What it does not include are the many offsets in the tax plan. The biggest is the elimination of personal exemptions — which is a deduction taxpayers receive for each person claimed on tax returns.
Under the old tax code, filers received a personal exemption of $4,050 per person, which means a married couple with two dependents receives a personal exemption of $16,200. That goes away under the new law (though as written, it would return after 2025). That provision will increase revenue to the government by a little more than $1.2 trillion over 10 years.
But there are other measures that work against taxpayers, including new limits on itemized deductions such as for state and local income taxes and some mortgage deductions.
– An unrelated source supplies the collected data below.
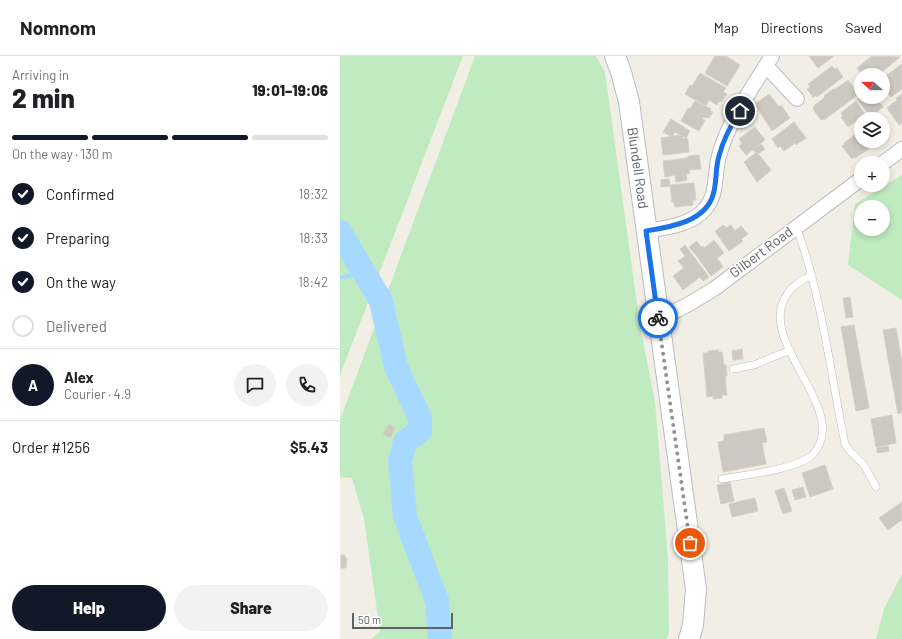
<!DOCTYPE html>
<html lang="en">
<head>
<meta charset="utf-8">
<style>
  :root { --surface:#fff; --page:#f2f2f2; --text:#202124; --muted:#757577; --line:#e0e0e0; --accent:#111827 }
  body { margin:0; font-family:Barlow,sans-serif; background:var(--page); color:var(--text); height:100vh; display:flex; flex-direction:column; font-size:15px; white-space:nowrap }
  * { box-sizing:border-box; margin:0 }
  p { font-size:13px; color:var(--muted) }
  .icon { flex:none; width:22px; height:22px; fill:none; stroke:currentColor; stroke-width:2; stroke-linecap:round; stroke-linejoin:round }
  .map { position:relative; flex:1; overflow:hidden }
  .drawer { display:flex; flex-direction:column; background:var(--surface); width:340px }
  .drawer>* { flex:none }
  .needle { width:26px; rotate:291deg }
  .fabs { position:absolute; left:514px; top:12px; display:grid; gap:8px }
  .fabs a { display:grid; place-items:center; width:36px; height:36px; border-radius:50%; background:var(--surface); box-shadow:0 2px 6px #0003; font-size:20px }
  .scale { position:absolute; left:12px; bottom:10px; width:101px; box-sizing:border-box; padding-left:4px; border:2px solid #5d6267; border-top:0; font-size:11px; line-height:14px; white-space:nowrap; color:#5d6267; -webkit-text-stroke:3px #fff; paint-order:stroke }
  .pin { position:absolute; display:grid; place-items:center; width:34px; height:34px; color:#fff; margin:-17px; border:2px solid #fff; border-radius:50%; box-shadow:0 1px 4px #0007 }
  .courier { position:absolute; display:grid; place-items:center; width:40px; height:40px; margin:-20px; border:3px solid #1a73e8; border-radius:50%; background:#fff; color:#222; box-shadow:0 1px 5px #0007 }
  .headline em { font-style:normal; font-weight:800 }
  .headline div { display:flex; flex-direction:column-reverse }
  .headline { display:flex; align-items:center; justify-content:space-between; height:68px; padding:0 12px }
  h1 { font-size:26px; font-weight:800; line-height:30px }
  .bar { display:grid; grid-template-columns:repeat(4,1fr); gap:6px 4px; align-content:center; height:48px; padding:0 12px }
  .bar i { height:5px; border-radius:3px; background:var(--line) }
  .bar .selected { background:var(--accent) }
  .bar p { grid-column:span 4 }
  .line { display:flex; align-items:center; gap:10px; padding:0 12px; border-top:1px solid var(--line) }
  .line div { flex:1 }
  .round { display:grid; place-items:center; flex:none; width:42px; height:42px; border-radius:21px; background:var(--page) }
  ol { padding:0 12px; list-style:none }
  li { display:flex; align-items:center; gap:12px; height:44px }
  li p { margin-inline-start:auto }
  li .icon { padding:4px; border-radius:50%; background:var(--accent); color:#fff; stroke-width:4 }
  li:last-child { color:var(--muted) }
  li i { width:22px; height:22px; border:2px solid var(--line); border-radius:50% }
  .cta { display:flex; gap:8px; margin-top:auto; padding:8px 12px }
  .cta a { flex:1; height:46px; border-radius:24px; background:var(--accent); color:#fff; font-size:16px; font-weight:800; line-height:46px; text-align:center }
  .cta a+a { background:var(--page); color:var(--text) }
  header { display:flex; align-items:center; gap:24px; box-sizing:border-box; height:56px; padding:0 20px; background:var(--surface); border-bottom:1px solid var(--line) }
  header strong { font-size:19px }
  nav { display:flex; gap:22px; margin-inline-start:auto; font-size:14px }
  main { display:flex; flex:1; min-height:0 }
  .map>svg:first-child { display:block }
</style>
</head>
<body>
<header>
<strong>Nomnom</strong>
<nav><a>Map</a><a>Directions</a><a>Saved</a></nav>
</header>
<main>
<section class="drawer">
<div class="headline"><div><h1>2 min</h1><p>Arriving in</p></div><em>19:01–19:06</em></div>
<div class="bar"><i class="selected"></i><i class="selected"></i><i class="selected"></i><i></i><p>On the way · 130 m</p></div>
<ol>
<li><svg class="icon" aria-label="check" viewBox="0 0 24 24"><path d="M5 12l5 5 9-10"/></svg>Confirmed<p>18:32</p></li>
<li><svg class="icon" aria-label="check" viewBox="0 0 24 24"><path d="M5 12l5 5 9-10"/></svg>Preparing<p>18:33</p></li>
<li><svg class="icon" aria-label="check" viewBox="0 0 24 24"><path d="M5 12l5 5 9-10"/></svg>On the way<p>18:42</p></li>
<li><i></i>Delivered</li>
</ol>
<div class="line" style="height:72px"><b class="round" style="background:var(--accent);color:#fff">A</b><div><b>Alex</b><p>Courier · 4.9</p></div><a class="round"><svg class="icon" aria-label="chat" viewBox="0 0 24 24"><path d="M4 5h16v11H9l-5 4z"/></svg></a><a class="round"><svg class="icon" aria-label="phone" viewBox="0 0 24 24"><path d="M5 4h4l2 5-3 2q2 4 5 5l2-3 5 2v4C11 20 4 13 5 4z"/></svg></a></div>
<div class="line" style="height:52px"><div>Order #1256</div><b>$5.43</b></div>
<div class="cta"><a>Help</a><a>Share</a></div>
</section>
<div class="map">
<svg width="562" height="583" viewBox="0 0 562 583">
  <rect width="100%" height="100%" fill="#f1eee5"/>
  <!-- green -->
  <path fill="#c0ebc0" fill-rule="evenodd" d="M0,0H123L0,319Z
    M135,0H256L265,16L300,270L315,346L328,502L329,578L326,583H31L40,576L24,463L12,422L0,421V364Z
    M562,119V244L508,209L515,148ZM521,151H543V173H521Z
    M562,518V583H536L544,553Z"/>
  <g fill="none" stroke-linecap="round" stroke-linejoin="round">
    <!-- stream -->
    <path stroke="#a7d9ff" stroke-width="4" d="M0,222L23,216"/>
    <!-- river -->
    <path stroke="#a7d9ff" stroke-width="24" d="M0,176L41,245L56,311L80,362V375L65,386L60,405L65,460L97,545L100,583"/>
  </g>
  <!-- building -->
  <path fill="#ccc9c2" stroke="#d7d0c3" d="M375,0H386L400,9L387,30L365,17Z
    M469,0H494L478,12Z
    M532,0L533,1L535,0L560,1L538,19H522L517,12Z
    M562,8V33L551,41L543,31V22Z
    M492,10L495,13L497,12L503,21L477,41L476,39L473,41L467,33L470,31L468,28Z
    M360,17L386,32L383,36L387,38L381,46L379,45L377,49L369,44L366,50L345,38L350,29L352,30Z
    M508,24L519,38L484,64L483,63L481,64L473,53L474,51V50L485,41L484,40L493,33L494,34Z
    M429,38L439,51L441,49L450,62L432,75L415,48Z
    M562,38V67L559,69L547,52L557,44L556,42Z
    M521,40L535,41L543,51L531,61L517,43Z
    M355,45L371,53L370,55L373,56L369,62L363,61L362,63L365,64L359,75L341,65L348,52L350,53Z
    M516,45L525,58L508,71L501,61L503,60L501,57Z
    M331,63L350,75L346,82L335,76L332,81L323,76Z
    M454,66L466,82L456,89L455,87L444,95L440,90L438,92L432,83Z
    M415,71L425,84L406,99L399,90L402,88L399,83Z
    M521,74V85H528L526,87L530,92L515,102L514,101L512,103L502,90L505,88L504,87Z
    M342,79L343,83L347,82L348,85L349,96L323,99L321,82Z
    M421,88L425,93L418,98L417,96L416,97L413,94Z
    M417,96L431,114L417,126L404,106Z
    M359,99L361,113L349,114L350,117L346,118L347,124L336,126L335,119L325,121L323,105L348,102V100Z
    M329,123L330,130L321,131V124Z
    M354,127L356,144H353V149L335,151L334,146H332L330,129Z
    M384,169L386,172L391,169L395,175L401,170L408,178L401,183L403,185L389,195L375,175Z
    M374,184L384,197L377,202L383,211L371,220L357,200L349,191L357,185L361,191L363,190L364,192Z
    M345,189L369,221L363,225L360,221L343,234L333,220L344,212L338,205L345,200L340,193Z
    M510,241L513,261L506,262L503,242Z
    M514,269L529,352L516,355L501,271Z
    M556,272L562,307V357L558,358L543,274Z
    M402,293L403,303L393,304L392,295Z
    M378,294V296H382L384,309H386L387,320H385L387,339H382V342L373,343V340L367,341L363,297H368V295Z
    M552,359L556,387L536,391L531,363Z
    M49,368L55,372L50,382L43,378Z
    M424,372L427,386L422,387L426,408L383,416L378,386L384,385V379Z
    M548,390L549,395L537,397V392Z
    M485,409L493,433L470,441L462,417Z
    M390,426L394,445L381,448L377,429Z
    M463,431L466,441L455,444L452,434Z
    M444,432L452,455L443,458L435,435Z
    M415,442L418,455L392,461L389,448Z
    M562,446V464L548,474L539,462Z
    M1,499H5V502H7L6,512H1Z"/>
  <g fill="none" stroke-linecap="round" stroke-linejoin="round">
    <!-- lane casing -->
    <g stroke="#babdc2" stroke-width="8">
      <path id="lane" d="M456,170C482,240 490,315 505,388L509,394L524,409L536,431
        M393,313L414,309L450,294
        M382,423C405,419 451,414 470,401C475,397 478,392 480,387C498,343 415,281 448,237C454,228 463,224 472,219"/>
    </g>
    <!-- street casing -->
    <g stroke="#babdc2" stroke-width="16">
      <path id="street" d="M426,10L457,43
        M543,107L562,93
        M306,175C325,172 352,169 365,153C378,139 374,117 379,100C387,67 414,29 432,0
        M318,264L349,248L374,233L521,123"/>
    </g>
    <!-- secondary casing -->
    <g stroke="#b9bdc3" stroke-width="22">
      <path id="secondary" d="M275,0L281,16L289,46L356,533L353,569L349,583"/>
    </g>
    <!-- lane -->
    <use href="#lane" stroke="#fff" stroke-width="7"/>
    <!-- street -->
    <use href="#street" stroke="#fff" stroke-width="14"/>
    <!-- secondary -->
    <use href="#secondary" stroke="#fff" stroke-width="20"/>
  </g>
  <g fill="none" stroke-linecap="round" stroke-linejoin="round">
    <!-- done -->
    <path stroke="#919393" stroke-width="4" stroke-dasharray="0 7.2" d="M318,262L350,487"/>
    <!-- route -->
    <path stroke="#1a73e8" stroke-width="5" d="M318,262L306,175C330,171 365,166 373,139C377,127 375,113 379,100C383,84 391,69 400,55"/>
  </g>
  <g text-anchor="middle" stroke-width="3.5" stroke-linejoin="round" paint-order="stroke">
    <!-- street labels -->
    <g font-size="14" fill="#5d6267" stroke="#fff">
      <text transform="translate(298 112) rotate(82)" y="5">Blundell Road</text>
      <text transform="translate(421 196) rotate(-37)" y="5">Gilbert Road</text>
    </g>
  </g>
</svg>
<div class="fabs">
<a><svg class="needle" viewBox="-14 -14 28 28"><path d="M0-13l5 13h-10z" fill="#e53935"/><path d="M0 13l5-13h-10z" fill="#757577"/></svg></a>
<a><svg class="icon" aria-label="layers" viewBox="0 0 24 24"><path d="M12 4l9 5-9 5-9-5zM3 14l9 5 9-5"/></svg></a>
<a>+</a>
<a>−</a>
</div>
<div class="scale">50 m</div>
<div class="pin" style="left:350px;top:487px;background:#ea580c"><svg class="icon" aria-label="bag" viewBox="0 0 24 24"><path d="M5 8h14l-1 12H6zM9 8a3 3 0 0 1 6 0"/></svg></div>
<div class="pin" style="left:400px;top:55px;background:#1f2937"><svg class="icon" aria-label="home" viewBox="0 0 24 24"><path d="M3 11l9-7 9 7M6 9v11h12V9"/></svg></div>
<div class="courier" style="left:318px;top:262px"><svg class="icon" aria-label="bike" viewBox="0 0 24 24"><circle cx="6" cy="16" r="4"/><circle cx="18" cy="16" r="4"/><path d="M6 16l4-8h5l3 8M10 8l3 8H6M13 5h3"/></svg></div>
</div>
</main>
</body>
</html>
According to the Joint Committee on Taxation, changes to the tax code would, on net, result in a little more than $1.1 trillion less being paid in individual taxes over the next 10 years. We can’t say exactly how much of that goes to families, since some business owners — such as partners in limited liability corporations — pay taxes through personal income taxes.
More importantly, it is misleading to refer to the cuts without including the increases. It would be similarly misleading — and absurd — for opponents of the tax plan to refer only to the tax increases.
“Taxpayers care about the bottom line of how much they owe, not how much the beneficial provisions alone help them, ignoring those provisions that raise their taxes,” Eric Toder, co-director of the Tax Policy Center, told us via email.
Overall, the tax plan will reduce taxes for most people in the first eight years. The Tax Policy Center analyzed the tax bill and concluded that most taxpayers at all income levels would get a tax cut in the years 2018 through 2025. As written, some of the individual tax benefits would expire and as a result, by 2027 more than half of taxpayers would pay higher taxes.
Tax Policy Center, Dec. 20: We find the bill would reduce taxes on average for all income groups in both 2018 and 2025. In general, higher income households receive larger average tax cuts as a percentage of after-tax income, with the largest cuts as a share of income going to taxpayers in the 95th to 99th percentiles of the income distribution. On average, in 2027 taxes would change little for lower- and middle-income groups and decrease for higher-income groups. Compared to the current tax law, 5 percent of taxpayers would pay more tax in 2018, 9 percent in 2025, and 53 percent in 2027.
It is fair to say that the tax plan would cut taxes. But reporting only one half of the ledger — just the benefits and not the offsets — is misleading, and inflates the overall impact of the tax changes. The Joint Committee on Taxation says it would cut taxes by nearly $1.5 trillion over 10 years. That’s the unspun figure.